Among the records below, find each line bearing the word "image" and copy it.
BEGIN Source material
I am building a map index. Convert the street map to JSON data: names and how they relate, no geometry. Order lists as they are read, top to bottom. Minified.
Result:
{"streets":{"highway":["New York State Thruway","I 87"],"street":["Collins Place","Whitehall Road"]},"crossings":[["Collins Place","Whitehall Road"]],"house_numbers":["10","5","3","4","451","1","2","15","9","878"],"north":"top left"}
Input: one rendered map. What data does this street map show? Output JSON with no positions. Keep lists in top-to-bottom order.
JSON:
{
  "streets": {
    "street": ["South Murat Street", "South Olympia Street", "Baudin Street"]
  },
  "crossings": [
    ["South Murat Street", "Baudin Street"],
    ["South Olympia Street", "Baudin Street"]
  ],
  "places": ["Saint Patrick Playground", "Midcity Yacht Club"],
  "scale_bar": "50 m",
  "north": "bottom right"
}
END Source material
BEGIN Source material
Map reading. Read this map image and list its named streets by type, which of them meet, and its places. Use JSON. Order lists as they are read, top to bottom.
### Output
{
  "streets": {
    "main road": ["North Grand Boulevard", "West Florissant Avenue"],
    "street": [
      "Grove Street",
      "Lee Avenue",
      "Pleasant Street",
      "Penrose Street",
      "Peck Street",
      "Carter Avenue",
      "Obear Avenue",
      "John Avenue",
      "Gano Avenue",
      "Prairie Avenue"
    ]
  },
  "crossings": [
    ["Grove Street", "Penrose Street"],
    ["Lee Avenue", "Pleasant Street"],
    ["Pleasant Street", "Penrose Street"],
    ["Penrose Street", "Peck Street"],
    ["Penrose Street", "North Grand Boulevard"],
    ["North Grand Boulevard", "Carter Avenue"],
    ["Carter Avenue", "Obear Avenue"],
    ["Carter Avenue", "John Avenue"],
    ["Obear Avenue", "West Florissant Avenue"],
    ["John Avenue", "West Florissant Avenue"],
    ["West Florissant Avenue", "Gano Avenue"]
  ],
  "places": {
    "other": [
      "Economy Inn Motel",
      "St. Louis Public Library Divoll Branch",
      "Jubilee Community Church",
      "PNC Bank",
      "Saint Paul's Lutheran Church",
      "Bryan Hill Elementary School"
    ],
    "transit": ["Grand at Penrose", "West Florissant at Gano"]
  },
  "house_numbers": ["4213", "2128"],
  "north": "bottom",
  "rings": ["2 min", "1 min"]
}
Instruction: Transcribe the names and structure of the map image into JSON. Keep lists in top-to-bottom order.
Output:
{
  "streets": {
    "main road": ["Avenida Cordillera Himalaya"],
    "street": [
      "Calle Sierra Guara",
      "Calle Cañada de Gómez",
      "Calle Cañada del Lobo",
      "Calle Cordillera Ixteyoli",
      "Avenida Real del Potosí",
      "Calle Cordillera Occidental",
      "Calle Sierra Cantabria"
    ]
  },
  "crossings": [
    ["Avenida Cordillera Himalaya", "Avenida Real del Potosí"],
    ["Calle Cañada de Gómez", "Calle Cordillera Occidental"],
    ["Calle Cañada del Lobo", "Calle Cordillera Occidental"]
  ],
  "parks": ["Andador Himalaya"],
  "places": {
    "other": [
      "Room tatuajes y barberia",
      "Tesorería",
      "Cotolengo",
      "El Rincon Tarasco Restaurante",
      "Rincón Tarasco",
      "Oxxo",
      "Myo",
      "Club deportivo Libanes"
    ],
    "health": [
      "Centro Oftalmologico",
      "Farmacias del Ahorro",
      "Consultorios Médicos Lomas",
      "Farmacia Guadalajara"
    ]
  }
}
END Source material
- _Reply to the task_
Map reading. Read this map image and list its named streets by type, which of them meet, and its places. Use JSON. Order lists as they are read, top to bottom.
Instruction: Transcribe the names and structure of the map image into JSON. Keep lists in top-to-bottom order.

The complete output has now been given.